Un nouveau mouvement de déplacement de la population civile est signalé à Kalehe (Sud-Kivu) après les affrontements survenus l’après-midi du jeudi 10 juillet opposant les combattants Wazalendo aux rebelles de l’AFC/M23 dans les villages de Kasheke et Buzunga, expliquent des sources concordantes.
Des centaines de familles ont fui vers des zones jugées plus sûres suite à l’intensification des combats. Certains ont pris la direction sur l’îlot d’Ihoka sur le lac Kivu et d’autres vers le village de Kadjucu, dans le territoire voisin de Kabare.
Selon nos sources dans la zone, ce vendredi matin, de nouveaux départs ont été enregistrés, notamment à Nyamutwe, Tshisheke, Bulemera et Buhama, où les combats ont repris. Des témoins évoquent une panique généralisée, des biens pillés, des maisons visitées et même des cas d’enlèvement, notamment à Buhama.
« Le village est en débandade. Les activités sont paralysées, et la population cherche désespérément à se réfugier. Nous appelons les autorités à intervenir pour sécuriser les civils, » a déclaré un habitant joint par radio Okapi.
Ces affrontements s’inscrivent dans une escalade des violences sur l’axe Kasheke-Lemera, où le M23 tente de reprendre le contrôle de la RN2, route stratégique reliant Bukavu à Goma. Les déplacés se comptent par milliers, sans accès à l’eau potable, aux soins médicaux ni à l’assistance humanitaire.

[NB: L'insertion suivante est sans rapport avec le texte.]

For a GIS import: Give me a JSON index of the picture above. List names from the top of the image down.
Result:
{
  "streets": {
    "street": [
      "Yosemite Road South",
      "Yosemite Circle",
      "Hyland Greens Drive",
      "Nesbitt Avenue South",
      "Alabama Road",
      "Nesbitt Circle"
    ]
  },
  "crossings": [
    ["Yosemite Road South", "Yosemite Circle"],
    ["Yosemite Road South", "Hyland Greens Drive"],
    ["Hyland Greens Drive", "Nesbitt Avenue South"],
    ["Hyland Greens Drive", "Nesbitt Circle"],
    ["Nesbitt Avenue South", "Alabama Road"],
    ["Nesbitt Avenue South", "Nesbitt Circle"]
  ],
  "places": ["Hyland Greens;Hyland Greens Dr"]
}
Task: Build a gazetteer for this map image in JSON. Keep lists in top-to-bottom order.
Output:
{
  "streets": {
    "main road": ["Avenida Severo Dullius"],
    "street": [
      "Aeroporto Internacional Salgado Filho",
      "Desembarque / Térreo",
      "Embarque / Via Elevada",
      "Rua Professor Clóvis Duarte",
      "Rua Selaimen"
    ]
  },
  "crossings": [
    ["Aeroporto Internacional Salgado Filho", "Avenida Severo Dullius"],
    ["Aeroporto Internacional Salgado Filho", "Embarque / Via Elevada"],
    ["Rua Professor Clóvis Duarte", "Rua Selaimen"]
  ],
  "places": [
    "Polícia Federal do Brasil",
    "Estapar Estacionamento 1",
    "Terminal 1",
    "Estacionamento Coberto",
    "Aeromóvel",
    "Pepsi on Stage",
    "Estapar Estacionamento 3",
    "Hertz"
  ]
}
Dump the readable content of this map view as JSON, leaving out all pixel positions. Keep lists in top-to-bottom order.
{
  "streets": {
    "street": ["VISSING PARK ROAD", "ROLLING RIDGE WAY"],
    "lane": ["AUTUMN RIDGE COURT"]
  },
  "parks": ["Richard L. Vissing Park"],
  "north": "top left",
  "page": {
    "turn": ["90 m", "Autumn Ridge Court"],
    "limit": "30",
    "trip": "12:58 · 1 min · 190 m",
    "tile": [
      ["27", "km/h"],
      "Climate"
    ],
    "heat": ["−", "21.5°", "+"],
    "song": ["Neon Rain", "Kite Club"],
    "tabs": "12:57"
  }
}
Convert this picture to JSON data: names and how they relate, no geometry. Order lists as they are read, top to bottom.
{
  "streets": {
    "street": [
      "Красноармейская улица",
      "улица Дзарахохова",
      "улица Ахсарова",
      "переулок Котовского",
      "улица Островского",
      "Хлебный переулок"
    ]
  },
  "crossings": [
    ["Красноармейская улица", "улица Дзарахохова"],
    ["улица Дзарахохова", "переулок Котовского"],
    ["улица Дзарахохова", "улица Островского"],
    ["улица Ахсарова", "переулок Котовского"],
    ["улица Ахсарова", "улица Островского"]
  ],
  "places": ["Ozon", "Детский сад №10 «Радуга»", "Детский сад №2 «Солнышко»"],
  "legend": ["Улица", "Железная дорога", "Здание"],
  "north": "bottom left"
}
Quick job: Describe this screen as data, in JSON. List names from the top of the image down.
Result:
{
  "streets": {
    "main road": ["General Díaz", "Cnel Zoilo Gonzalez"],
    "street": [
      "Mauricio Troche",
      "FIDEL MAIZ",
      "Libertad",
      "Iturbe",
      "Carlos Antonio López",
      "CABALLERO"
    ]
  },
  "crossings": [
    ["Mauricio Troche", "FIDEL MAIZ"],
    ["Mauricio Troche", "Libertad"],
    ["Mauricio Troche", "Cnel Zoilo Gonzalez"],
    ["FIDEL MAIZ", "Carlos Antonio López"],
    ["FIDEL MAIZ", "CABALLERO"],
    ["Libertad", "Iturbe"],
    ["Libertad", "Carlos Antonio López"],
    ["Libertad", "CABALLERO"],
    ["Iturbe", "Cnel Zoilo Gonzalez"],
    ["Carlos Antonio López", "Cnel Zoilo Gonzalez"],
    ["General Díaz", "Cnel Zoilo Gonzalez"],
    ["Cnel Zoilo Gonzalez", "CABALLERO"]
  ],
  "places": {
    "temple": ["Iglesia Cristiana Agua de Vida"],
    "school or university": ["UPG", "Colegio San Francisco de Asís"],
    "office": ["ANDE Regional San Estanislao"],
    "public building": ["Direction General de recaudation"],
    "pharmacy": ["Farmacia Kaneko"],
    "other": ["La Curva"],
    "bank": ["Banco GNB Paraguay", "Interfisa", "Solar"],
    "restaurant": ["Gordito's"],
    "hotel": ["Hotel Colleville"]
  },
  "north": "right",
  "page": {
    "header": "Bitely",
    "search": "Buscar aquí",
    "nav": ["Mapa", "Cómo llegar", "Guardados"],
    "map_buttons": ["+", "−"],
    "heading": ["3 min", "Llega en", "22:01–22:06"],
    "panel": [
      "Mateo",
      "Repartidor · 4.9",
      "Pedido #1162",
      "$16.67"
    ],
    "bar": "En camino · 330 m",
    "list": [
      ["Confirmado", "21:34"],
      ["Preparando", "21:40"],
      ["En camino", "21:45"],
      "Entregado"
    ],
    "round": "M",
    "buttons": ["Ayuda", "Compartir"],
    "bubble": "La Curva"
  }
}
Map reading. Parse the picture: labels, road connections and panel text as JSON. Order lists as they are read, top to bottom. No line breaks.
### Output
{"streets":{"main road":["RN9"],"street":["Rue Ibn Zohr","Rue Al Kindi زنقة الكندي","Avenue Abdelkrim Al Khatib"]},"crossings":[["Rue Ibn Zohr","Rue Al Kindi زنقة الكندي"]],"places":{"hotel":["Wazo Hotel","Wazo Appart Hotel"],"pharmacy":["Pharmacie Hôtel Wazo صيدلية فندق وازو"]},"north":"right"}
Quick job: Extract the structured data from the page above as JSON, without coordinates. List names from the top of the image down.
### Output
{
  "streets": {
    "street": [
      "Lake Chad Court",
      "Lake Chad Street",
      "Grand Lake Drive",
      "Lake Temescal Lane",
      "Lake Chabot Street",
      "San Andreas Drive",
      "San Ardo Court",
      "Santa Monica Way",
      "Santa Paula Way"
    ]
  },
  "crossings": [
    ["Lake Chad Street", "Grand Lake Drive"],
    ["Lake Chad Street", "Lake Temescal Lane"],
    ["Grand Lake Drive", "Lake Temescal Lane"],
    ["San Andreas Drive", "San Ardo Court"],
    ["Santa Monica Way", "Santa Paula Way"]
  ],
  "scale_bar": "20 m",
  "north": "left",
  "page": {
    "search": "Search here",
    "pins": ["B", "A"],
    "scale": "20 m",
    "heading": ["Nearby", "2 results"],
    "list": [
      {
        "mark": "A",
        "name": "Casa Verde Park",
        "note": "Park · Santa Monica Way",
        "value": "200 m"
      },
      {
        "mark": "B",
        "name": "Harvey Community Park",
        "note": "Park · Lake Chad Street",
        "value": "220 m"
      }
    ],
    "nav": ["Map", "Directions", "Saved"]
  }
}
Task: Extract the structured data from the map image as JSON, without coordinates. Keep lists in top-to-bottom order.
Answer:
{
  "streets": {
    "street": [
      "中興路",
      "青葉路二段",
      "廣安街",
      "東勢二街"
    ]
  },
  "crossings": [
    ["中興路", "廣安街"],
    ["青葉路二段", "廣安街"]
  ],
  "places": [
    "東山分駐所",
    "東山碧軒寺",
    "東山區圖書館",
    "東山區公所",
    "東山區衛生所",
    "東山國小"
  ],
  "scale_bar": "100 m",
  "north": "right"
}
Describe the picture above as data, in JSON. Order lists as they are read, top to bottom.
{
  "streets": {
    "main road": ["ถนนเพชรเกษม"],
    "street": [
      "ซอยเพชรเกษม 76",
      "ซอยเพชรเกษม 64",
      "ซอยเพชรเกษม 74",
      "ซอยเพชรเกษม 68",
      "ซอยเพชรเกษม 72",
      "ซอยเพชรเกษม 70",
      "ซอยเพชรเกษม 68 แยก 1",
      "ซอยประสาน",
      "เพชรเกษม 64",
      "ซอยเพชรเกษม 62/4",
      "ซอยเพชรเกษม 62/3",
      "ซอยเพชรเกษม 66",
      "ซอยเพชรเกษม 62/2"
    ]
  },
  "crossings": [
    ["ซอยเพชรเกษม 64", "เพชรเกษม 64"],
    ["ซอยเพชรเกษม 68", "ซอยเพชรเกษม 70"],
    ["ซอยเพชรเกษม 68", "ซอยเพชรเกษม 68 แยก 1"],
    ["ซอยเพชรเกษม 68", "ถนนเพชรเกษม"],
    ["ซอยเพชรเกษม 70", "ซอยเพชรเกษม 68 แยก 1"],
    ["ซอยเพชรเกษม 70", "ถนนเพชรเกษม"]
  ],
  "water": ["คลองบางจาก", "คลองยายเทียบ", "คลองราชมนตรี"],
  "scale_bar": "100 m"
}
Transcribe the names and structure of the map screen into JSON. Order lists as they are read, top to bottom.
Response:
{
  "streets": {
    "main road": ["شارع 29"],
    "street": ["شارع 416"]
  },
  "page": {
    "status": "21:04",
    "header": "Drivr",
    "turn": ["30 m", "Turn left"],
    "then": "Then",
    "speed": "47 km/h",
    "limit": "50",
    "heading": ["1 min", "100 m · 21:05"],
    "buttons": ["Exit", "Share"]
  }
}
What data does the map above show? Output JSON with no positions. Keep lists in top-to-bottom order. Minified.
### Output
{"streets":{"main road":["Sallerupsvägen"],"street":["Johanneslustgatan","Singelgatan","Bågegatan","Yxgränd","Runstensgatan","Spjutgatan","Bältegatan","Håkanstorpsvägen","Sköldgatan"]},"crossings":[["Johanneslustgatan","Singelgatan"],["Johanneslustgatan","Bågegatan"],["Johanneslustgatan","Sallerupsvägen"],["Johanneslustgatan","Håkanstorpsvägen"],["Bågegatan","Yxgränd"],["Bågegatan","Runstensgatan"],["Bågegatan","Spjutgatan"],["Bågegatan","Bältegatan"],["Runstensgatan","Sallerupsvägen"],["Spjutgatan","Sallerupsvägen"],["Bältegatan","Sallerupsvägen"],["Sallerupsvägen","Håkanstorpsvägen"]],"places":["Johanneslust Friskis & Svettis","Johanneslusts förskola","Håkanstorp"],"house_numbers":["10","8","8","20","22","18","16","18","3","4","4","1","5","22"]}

Accroissement du besoin humanitaire
Après une enquête menée par la Synergie des organisations paysannes de lutte contre la faim et la pauvreté (SOLFAP), il ressort que la pénurie d’eau potable dans plusieurs villages surpeuplés par des déplacés et retournés de guerre, entraîne des conséquences désastreuses sur la santé et l’hygiène.
Dans un entretien accordé à la radio JamboFM ce vendredi 11 juillet, son coordonnateur, Habamungu Bodson indique qu’après enquête sur la qualité de l’eau consommée par les populations locales, il se dégage que différents villages sont dépourvus de l’eau potable.
« À partir des enquêtes menées sur l’état de lieu les addictions et sources d’eau potable dans la chefferie de Buhavu, la SOLFAP tient à alerter sur la quarance en eau potable observée ces derniers temps dans certains villages des groupements de Mbinga-nord, de Buzi et Mbinga-sud. Cette carence est attribuée à l’andomagement de certaines addictions et sources d’eau pendant les affrontements entre les FARDC et le M23,» indique Habamungu Bedson.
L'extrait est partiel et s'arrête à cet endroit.